11.01    Nonalienation    

    (a)
    Except to the extent required under Sections 401(a)(13)(B) and 414(p) of the Code with respect to Qualified Domestic Relations Orders, or to the extent otherwise required by any applicable law, no benefit under the Plan shall in any manner be anticipated, assigned or alienated, and any attempt to do so shall be void.

    (b)
    The Plan shall be administered in compliance with the provisions of the Code regarding Qualified Domestic Relations Orders (as defined in Section 414(p) of the Code). In this connection, the Committee shall adopt, or authorize the Plan Administrator to adopt, such rules and procedures as are appropriate to implement compliance with the Qualified Domestic Relations Order provision of the Code.

        Notwithstanding any provision of the Plan to the contrary, effective as of the date that the Summary of Material Modification describing this change is distributed to Participants, any expense incurred on behalf of a Participant to review (including subsequently revised versions) a domestic relations order to determine whether it is a Qualified Domestic Relations Order (as defined in Section 414(p) of the Code) will be charged to the Participant's vested account balance prior to the assignment of a portion of the Participant's benefit to the alternate payee (as defined in Section 414(p) of the Code).

11.02    Conditions of Employment.    The establishment of the Plan shall not confer any legal rights upon any Employee or other person for a continuation of employment, nor shall it interfere with the rights of the Employer to discharge any Employee and to treat such Employee without regard to the effect which that treatment might have upon him or her as a Participant of the Plan.

11.03    Facility of Payment.    If the Committee shall find that a Participant or other person entitled to a benefit is unable to care for his or her affairs because of illness or accident or is a minor or has died without a surviving spouse or a Beneficiary designated under Section 2.02 of the Plan, the Committee may direct that any benefit due such individual, unless claim shall have been made for the benefit by a duly appointed legal representative, be paid to such individual's spouse (if any), a child, a parent or other blood relative, or to a person with whom such individual resides. Any payment so made shall be a complete discharge of the liabilities of the Plan for that benefit.

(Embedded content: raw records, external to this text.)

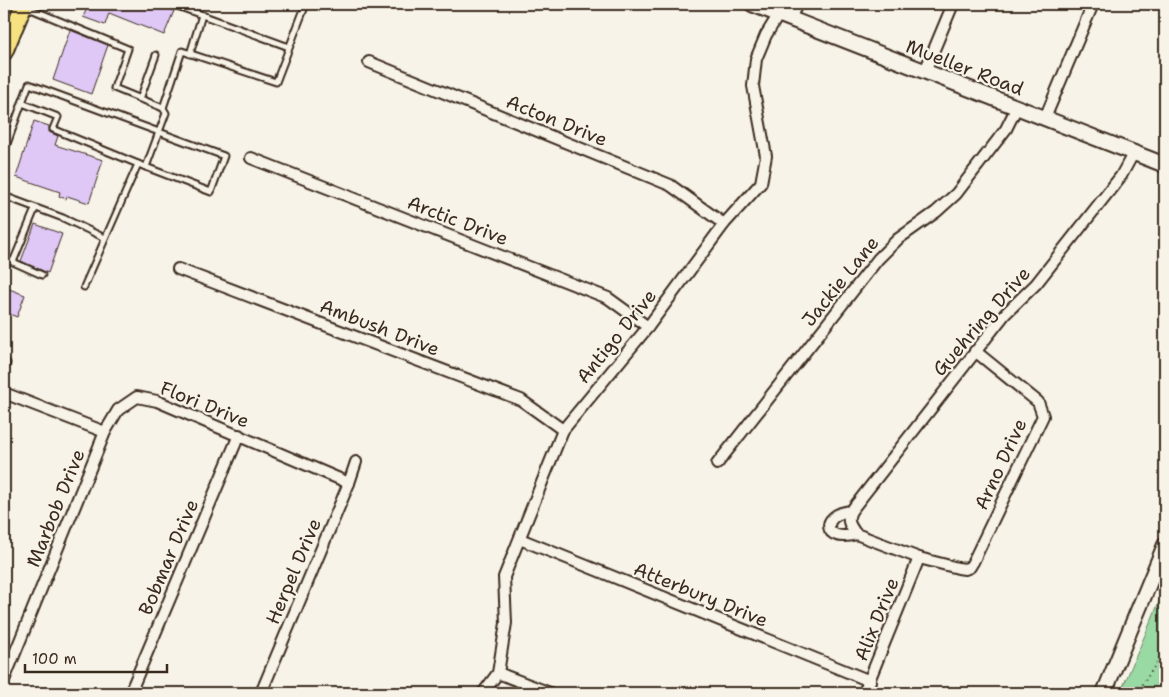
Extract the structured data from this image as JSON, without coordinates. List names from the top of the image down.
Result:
{
  "streets": {
    "street": [
      "Mueller Road",
      "Acton Drive",
      "Arctic Drive",
      "Jackie Lane",
      "Guehring Drive",
      "Ambush Drive",
      "Antigo Drive",
      "Flori Drive",
      "Arno Drive",
      "Marbob Drive",
      "Bobmar Drive",
      "Herpel Drive",
      "Atterbury Drive",
      "Alix Drive"
    ]
  },
  "crossings": [
    ["Mueller Road", "Jackie Lane"],
    ["Mueller Road", "Guehring Drive"],
    ["Mueller Road", "Antigo Drive"],
    ["Acton Drive", "Antigo Drive"],
    ["Arctic Drive", "Antigo Drive"],
    ["Guehring Drive", "Arno Drive"],
    ["Guehring Drive", "Alix Drive"],
    ["Ambush Drive", "Antigo Drive"],
    ["Antigo Drive", "Atterbury Drive"],
    ["Flori Drive", "Marbob Drive"],
    ["Flori Drive", "Bobmar Drive"],
    ["Flori Drive", "Herpel Drive"],
    ["Arno Drive", "Alix Drive"],
    ["Atterbury Drive", "Alix Drive"]
  ],
  "scale_bar": "100 m"
}
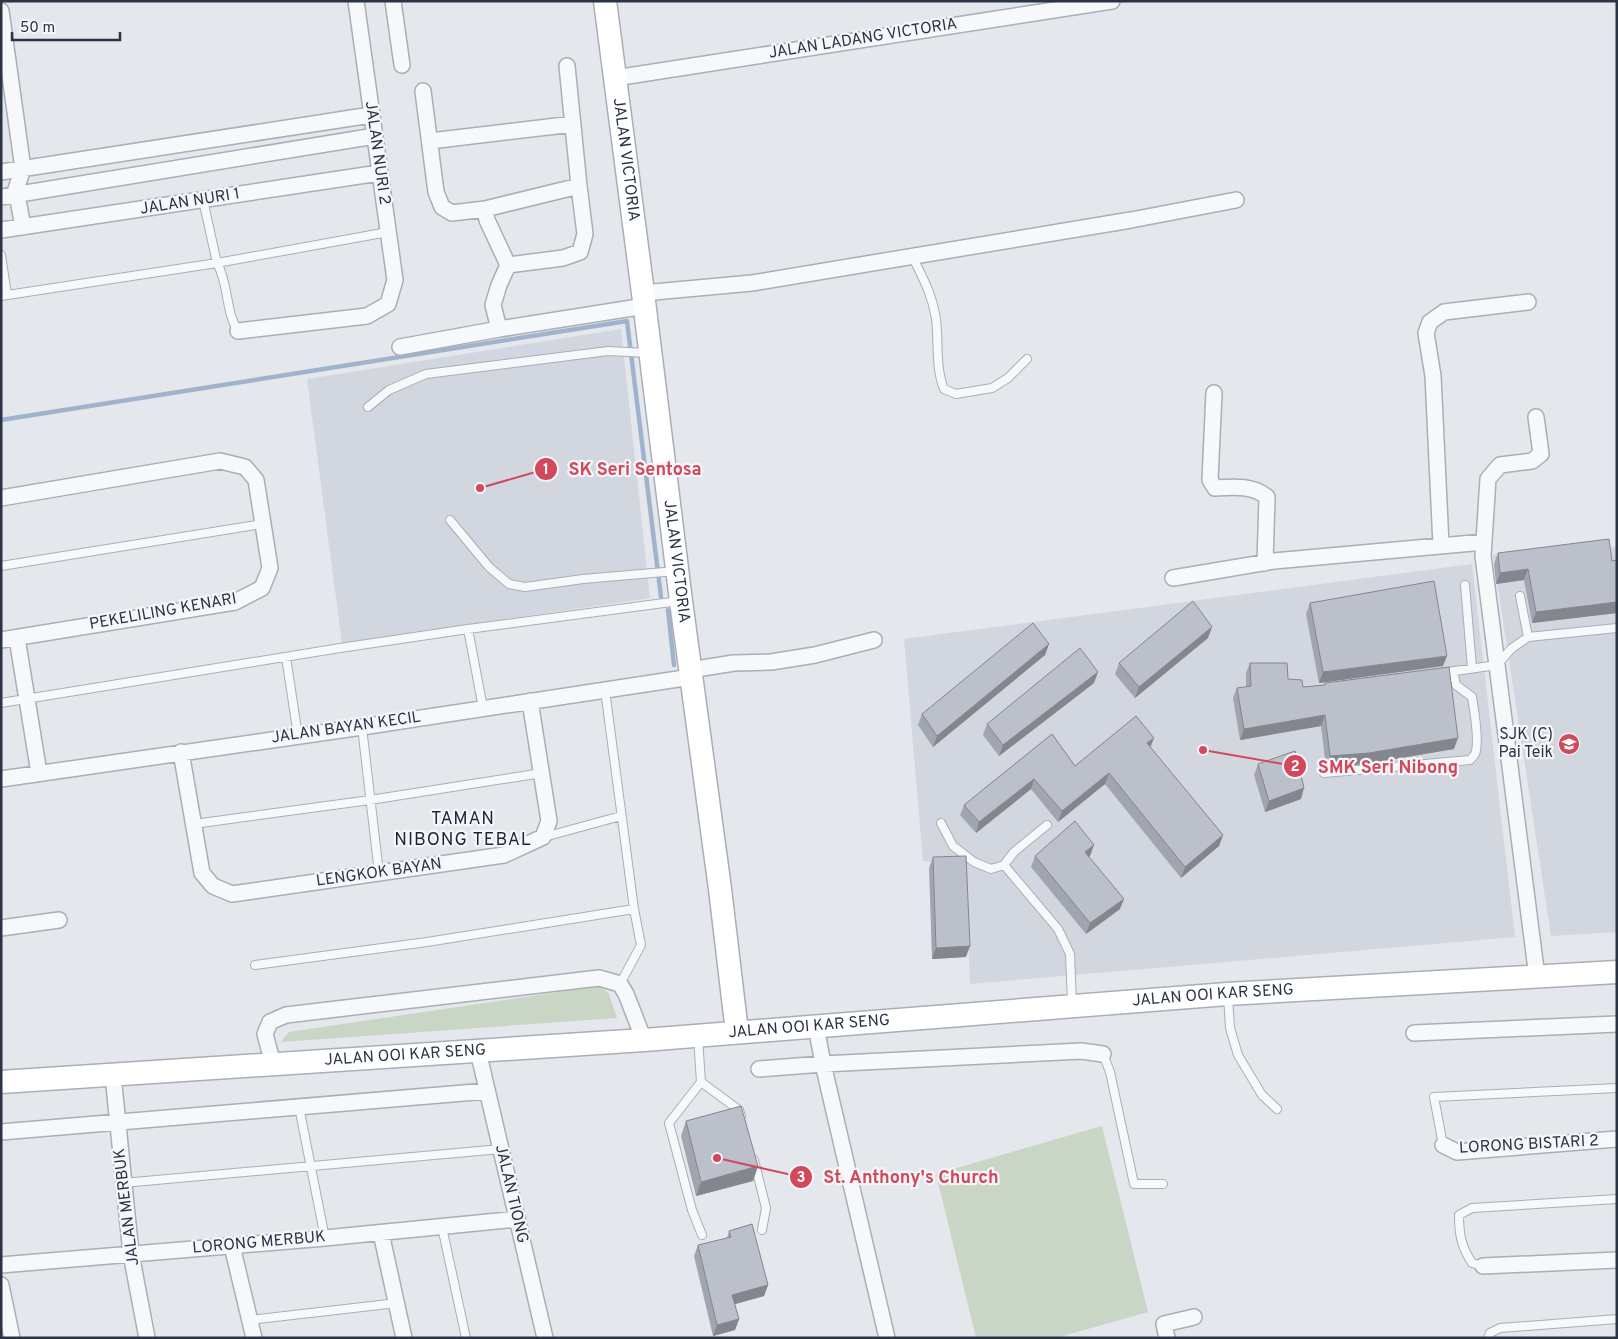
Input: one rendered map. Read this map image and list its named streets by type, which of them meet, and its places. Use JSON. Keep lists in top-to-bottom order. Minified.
{"streets":{"main road":["JALAN VICTORIA","JALAN OOI KAR SENG"],"street":["JALAN LADANG VICTORIA","JALAN NURI 2","JALAN NURI 1","PEKELILING KENARI","JALAN BAYAN KECIL","LENGKOK BAYAN","LORONG BISTARI 2","JALAN TIONG","JALAN MERBUK","LORONG MERBUK"]},"crossings":[["JALAN LADANG VICTORIA","JALAN VICTORIA"],["JALAN NURI 2","JALAN NURI 1"],["JALAN VICTORIA","JALAN BAYAN KECIL"],["JALAN VICTORIA","JALAN OOI KAR SENG"],["JALAN BAYAN KECIL","LENGKOK BAYAN"],["JALAN OOI KAR SENG","JALAN TIONG"],["JALAN OOI KAR SENG","JALAN MERBUK"],["JALAN TIONG","LORONG MERBUK"],["JALAN MERBUK","LORONG MERBUK"]],"districts":["TAMAN NIBONG TEBAL"],"places":{"other":["SK Seri Sentosa","SMK Seri Nibong","St. Anthony's Church"],"school or university":["SJK (C) Pai Teik"]},"scale_bar":"50 m"}
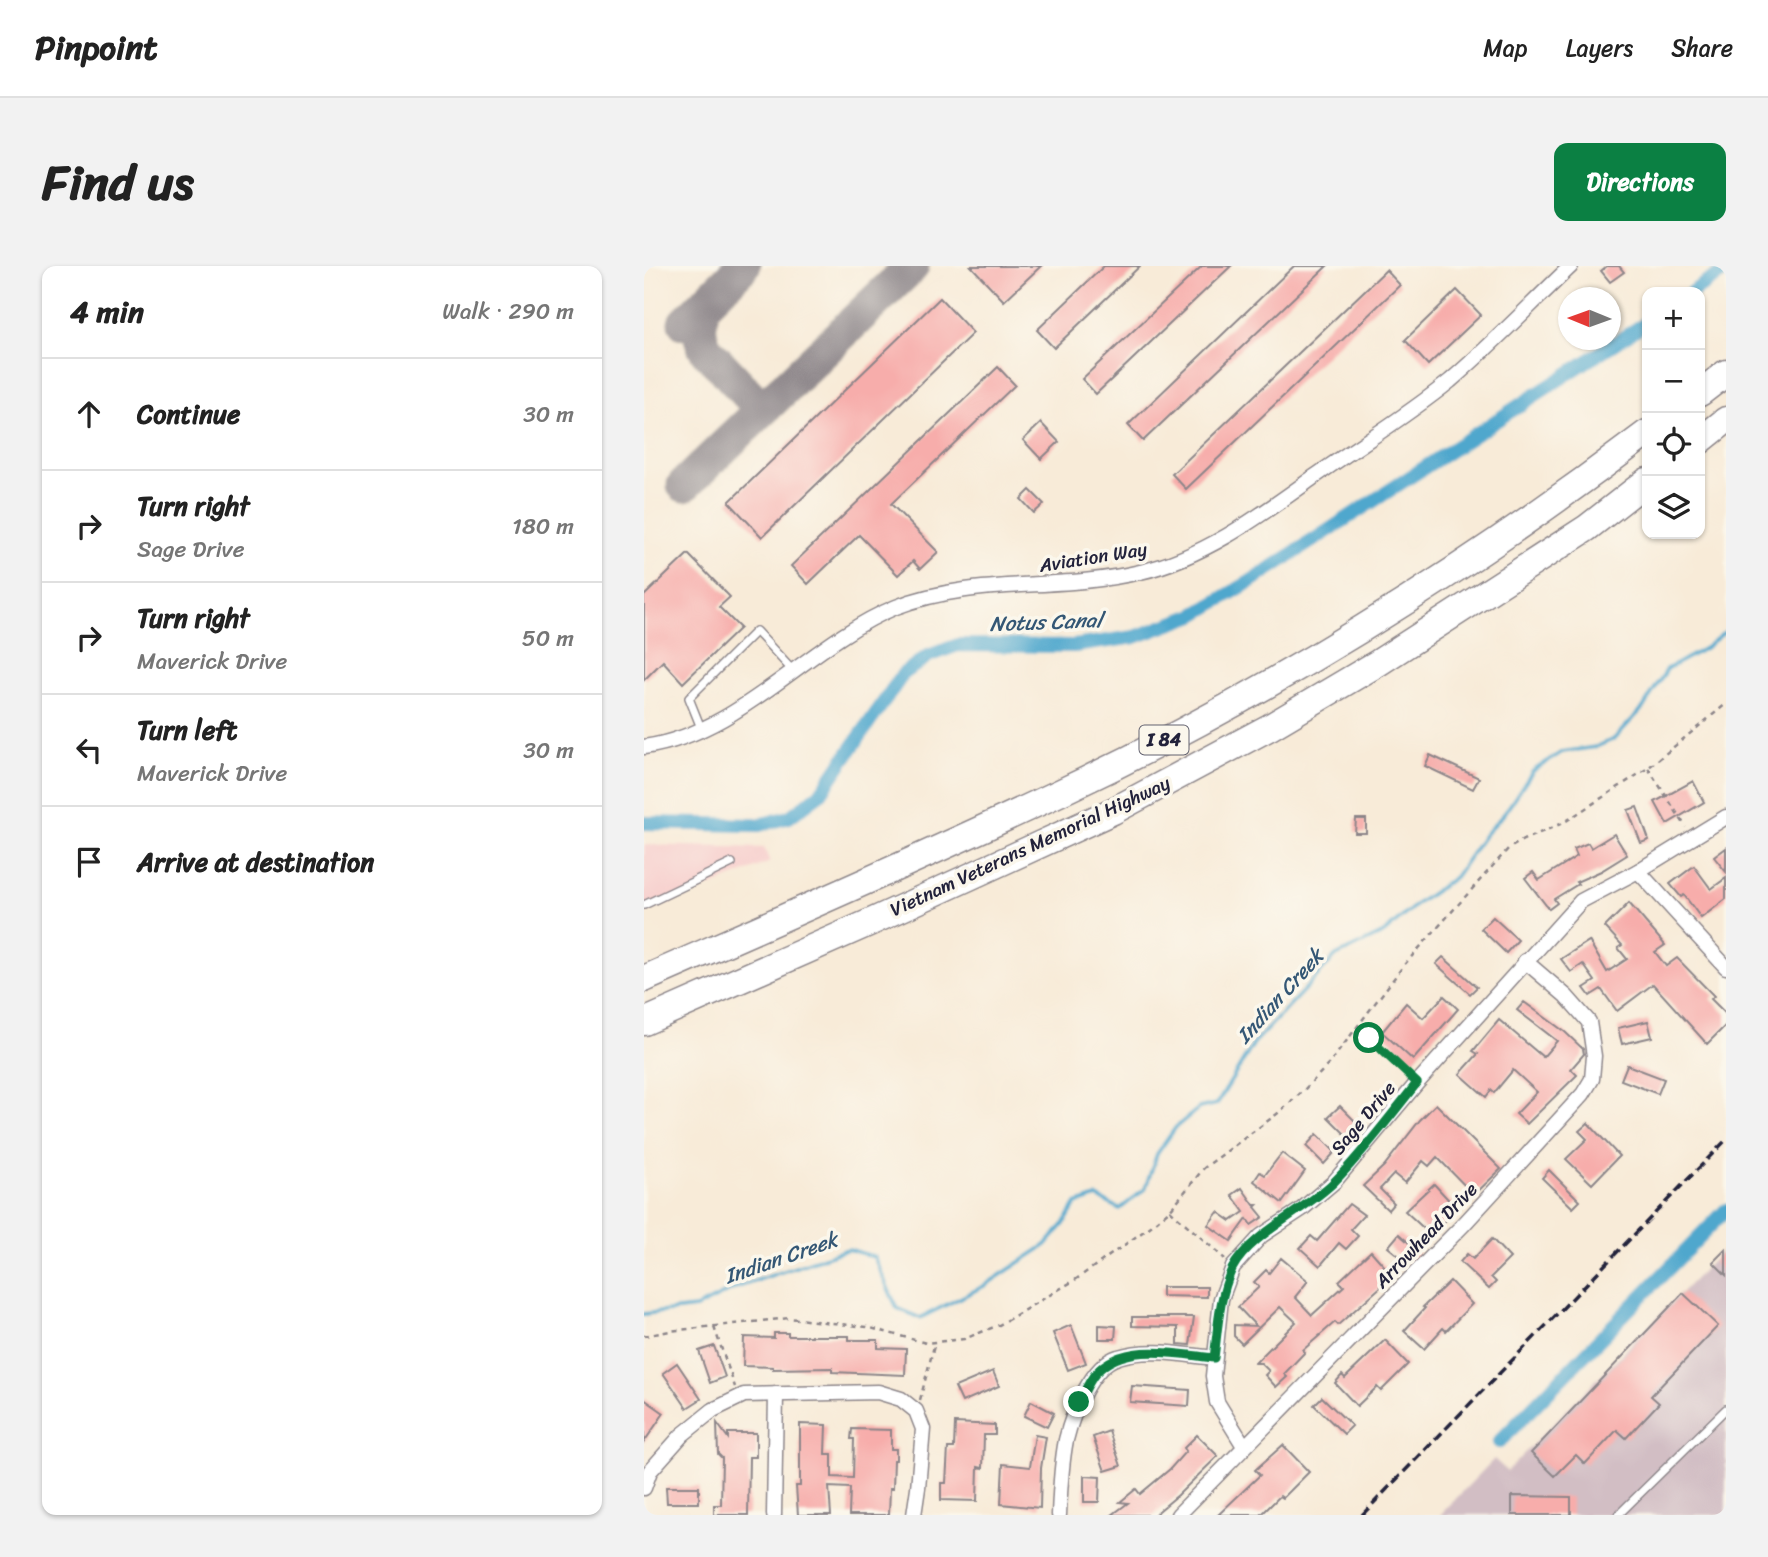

11.04    Information.    Each Participant or other person entitled to a benefit, before any benefit shall be payable to such individual or on such individual's account under the Plan, shall file with the Committee the information that the Committee shall require to establish such person's rights and benefits under the Plan.

11.05    Construction    

    (a)
    The Plan shall be construed, regulated and administered under ERISA and other applicable federal law, as in effect from time to time, and the laws of the State of New York, except where ERISA or other federal law controls.

    (b)
    The masculine pronoun shall mean the feminine wherever appropriate.

47



ARTICLE XII

AMENDMENT, MERGER AND TERMINATION

12.01    Amendment of Plan.    The ERISA Management Committee has the right to modify, alter or amend the Plan or the Trust Agreement, subject to Section 12.04 of the Plan, from time to time, to any extent that it may deem advisable, including, but without limiting the generality of the foregoing, any amendment deemed necessary to ensure the Plan's and the Trust's continued compliance with and qualification under Sections 401 and 501 of the Code and the applicable provisions of ERISA, or the appropriate provisions of any subsequent applicable laws. No such amendment shall have the effect of vesting in any Employer the whole or any part of the principal or income of the Trust Fund or diverting any part of such principal or income to purposes other than for the exclusive benefit of the Participants, surviving spouses and Beneficiaries at any time prior to the satisfaction of all the liabilities under the Plan with respect to such persons. No such amendment shall adversely affect the rights of such persons with respect to benefits previously accrued, except as may be necessary to ensure the Plan's and the Trust Agreement's continued compliance with and qualification under Sections 401 and 501 of the Code, the applicable provisions of ERISA, and the appropriate provisions of any subsequent laws. The Committee shall report annually on all Plan amendments to the Compensation Committee.

12.02    Merger or Consolidation.    The Plan may not be merged or consolidated with, and its assets or liabilities may not be transferred to, any other plan unless each person entitled to benefits under the Plan would, if the resulting plan were then terminated, receive a benefit immediately after the merger, consolidation, or transfer which is equal to or greater than the benefit such person would have been entitled to receive immediately before the merger, consolidation, or transfer if the Plan had then terminated.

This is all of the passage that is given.